Start of Extracted records
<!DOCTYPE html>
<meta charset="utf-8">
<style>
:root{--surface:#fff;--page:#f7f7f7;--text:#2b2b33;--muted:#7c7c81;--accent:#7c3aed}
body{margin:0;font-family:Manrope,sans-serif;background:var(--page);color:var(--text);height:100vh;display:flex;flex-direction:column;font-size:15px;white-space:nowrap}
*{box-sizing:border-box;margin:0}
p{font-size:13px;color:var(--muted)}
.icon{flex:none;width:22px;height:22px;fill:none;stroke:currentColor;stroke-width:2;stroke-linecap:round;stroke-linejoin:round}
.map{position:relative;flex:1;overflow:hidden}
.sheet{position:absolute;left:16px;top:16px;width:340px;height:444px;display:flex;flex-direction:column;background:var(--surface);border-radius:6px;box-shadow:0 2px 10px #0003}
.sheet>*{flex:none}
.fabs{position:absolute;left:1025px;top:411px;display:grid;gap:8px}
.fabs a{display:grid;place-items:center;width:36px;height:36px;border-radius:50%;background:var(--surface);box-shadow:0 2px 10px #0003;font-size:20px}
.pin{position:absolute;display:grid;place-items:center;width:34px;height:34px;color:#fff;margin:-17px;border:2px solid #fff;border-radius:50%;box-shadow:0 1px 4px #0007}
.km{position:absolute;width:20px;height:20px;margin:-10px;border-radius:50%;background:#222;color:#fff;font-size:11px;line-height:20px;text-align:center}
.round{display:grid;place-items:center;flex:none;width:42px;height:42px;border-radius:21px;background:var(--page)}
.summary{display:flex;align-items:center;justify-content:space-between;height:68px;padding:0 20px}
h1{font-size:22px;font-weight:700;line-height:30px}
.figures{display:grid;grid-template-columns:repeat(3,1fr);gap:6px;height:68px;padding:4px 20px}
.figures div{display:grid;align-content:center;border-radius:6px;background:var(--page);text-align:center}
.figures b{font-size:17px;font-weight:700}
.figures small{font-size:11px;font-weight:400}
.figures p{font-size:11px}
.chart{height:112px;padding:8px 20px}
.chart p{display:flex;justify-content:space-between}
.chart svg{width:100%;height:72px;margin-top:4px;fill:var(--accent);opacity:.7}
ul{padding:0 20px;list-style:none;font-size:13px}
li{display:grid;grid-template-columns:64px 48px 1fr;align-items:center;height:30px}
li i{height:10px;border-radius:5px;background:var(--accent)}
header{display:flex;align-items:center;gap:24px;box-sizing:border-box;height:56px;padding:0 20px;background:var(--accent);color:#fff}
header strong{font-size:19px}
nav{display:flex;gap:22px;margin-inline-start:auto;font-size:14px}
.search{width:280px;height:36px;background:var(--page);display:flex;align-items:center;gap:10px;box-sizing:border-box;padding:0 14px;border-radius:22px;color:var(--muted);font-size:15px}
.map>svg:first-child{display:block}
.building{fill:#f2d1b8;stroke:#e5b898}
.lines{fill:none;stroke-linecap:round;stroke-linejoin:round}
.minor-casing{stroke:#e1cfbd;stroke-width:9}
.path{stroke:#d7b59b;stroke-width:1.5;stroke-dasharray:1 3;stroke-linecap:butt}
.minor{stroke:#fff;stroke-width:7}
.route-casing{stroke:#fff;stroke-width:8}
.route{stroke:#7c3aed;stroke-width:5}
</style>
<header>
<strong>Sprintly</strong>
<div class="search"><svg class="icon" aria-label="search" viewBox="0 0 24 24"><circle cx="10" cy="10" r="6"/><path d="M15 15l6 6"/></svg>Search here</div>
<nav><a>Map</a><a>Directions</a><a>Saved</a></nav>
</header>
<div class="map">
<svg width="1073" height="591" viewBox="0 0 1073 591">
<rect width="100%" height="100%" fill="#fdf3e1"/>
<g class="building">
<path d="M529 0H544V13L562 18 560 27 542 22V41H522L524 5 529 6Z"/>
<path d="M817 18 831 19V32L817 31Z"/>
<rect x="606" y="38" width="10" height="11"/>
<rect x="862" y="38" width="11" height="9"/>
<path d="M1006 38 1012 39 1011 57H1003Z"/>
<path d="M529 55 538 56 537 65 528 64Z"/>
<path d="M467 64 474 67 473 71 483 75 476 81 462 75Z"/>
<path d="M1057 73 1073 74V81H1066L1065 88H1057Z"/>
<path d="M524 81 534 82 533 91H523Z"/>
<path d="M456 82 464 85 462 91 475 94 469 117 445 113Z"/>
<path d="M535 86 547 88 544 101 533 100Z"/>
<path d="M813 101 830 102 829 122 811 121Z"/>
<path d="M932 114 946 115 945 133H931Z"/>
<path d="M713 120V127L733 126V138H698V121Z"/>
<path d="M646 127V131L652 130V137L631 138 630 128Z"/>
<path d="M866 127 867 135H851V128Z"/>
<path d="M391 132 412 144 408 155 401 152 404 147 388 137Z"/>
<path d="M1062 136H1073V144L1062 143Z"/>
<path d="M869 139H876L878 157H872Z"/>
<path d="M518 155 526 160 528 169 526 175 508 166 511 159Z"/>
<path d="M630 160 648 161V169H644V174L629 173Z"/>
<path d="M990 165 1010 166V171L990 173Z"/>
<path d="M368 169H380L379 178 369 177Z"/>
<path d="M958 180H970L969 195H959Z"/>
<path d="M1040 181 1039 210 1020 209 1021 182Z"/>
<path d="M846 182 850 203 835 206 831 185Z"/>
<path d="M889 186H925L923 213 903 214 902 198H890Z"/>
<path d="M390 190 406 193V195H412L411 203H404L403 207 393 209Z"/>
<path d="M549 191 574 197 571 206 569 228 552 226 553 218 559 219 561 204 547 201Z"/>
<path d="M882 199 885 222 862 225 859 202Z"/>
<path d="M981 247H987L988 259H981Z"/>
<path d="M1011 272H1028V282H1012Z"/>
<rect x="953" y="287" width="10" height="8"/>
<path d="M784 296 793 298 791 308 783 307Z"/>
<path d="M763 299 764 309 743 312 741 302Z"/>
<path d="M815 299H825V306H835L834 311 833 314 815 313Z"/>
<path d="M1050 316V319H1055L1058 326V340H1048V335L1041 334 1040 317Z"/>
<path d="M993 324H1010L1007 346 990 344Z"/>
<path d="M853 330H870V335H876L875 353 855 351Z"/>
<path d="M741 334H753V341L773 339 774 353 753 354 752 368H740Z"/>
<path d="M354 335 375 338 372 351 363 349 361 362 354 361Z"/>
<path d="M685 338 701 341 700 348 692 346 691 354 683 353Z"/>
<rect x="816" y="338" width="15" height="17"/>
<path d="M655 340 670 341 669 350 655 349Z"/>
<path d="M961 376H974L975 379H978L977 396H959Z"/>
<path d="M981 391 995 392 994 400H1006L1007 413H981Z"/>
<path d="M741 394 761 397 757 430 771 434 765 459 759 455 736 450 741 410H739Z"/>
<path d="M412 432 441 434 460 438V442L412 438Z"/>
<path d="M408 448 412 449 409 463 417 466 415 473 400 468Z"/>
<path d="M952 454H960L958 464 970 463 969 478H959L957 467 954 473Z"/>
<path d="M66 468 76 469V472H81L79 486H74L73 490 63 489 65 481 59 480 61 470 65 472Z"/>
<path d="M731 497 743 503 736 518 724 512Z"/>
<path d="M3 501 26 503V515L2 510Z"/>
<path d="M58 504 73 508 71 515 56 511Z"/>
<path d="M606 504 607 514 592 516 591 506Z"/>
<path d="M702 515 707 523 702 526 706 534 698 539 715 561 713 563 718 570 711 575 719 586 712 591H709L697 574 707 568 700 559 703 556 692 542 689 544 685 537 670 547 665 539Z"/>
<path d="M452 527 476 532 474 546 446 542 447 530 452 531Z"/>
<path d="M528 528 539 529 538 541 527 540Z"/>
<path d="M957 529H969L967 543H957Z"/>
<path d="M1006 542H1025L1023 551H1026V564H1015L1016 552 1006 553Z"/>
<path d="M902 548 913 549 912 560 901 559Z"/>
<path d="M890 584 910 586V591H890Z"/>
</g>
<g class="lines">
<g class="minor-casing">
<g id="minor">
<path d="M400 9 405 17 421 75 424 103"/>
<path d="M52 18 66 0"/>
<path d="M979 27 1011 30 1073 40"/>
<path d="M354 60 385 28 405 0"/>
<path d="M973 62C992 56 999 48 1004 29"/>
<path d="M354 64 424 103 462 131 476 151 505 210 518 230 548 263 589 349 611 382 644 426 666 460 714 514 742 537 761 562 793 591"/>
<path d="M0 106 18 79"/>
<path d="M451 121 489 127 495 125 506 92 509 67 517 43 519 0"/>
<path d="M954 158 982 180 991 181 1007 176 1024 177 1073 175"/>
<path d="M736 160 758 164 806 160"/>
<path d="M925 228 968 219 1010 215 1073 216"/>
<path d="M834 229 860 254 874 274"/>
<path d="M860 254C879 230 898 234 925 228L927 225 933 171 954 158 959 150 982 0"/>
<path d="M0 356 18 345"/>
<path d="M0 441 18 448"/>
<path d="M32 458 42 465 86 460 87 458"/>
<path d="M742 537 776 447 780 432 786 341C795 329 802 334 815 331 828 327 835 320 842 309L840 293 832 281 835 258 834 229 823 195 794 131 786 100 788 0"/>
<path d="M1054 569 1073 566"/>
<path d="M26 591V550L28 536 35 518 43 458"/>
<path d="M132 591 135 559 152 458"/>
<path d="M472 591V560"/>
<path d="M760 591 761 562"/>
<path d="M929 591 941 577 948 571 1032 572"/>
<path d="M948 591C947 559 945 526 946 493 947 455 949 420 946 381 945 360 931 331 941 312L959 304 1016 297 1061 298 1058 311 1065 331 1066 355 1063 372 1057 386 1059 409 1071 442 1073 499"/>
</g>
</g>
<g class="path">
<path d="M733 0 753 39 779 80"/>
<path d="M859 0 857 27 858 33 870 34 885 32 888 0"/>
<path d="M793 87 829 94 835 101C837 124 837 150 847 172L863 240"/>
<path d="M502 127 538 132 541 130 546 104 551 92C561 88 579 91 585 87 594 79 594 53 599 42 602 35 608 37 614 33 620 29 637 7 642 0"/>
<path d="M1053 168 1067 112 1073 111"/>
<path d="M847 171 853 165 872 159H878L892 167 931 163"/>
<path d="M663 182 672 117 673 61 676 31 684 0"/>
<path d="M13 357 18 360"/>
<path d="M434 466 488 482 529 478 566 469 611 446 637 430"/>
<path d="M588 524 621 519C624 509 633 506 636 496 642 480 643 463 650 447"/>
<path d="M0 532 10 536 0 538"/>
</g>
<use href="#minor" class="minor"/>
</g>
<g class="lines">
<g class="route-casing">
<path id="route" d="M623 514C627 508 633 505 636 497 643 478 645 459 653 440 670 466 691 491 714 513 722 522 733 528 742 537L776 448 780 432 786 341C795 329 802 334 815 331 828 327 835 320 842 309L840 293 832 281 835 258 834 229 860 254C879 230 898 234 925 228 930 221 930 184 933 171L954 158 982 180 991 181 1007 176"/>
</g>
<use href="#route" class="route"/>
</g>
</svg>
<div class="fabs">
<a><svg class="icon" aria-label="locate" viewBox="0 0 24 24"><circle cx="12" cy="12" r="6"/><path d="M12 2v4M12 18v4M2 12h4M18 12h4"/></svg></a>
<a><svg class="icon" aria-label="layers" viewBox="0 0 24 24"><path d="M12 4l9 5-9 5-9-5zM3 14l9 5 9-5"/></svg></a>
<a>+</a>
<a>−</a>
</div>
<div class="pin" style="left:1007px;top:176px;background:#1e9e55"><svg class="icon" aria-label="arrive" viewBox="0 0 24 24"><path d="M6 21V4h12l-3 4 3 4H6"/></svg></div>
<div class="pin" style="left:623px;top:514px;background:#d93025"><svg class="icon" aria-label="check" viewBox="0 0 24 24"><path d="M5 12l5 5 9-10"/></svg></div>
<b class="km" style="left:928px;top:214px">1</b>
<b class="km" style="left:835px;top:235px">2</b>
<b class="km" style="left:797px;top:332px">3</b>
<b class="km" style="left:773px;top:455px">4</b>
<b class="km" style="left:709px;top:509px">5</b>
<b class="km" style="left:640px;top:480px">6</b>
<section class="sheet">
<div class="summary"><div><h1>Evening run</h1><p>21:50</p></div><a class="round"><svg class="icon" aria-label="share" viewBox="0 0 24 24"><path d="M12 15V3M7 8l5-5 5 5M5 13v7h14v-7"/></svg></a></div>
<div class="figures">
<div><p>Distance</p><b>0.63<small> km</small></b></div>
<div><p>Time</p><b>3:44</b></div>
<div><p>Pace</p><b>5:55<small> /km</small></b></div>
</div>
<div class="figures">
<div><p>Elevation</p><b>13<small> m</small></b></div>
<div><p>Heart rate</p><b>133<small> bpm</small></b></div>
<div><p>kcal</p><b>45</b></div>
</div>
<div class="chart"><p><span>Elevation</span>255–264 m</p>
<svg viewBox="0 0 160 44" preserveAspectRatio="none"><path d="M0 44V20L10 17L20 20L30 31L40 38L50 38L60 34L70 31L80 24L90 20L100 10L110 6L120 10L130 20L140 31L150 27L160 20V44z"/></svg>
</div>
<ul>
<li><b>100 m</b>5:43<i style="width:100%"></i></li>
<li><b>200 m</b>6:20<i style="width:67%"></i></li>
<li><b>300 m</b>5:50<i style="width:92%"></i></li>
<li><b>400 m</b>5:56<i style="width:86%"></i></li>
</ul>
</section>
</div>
End of Extracted records
▶ [Exercise instructions]:
Where does the word "absolute" appear in the records? Copy every line that holds it.

▶ [Task solution]:
.sheet{position:absolute;left:16px;top:16px;width:340px;height:444px;display:flex;flex-direction:column;background:var(--surface);border-radius:6px;box-shadow:0 2px 10px #0003}
.fabs{position:absolute;left:1025px;top:411px;display:grid;gap:8px}
.pin{position:absolute;display:grid;place-items:center;width:34px;height:34px;color:#fff;margin:-17px;border:2px solid #fff;border-radius:50%;box-shadow:0 1px 4px #0007}
.km{position:absolute;width:20px;height:20px;margin:-10px;border-radius:50%;background:#222;color:#fff;font-size:11px;line-height:20px;text-align:center}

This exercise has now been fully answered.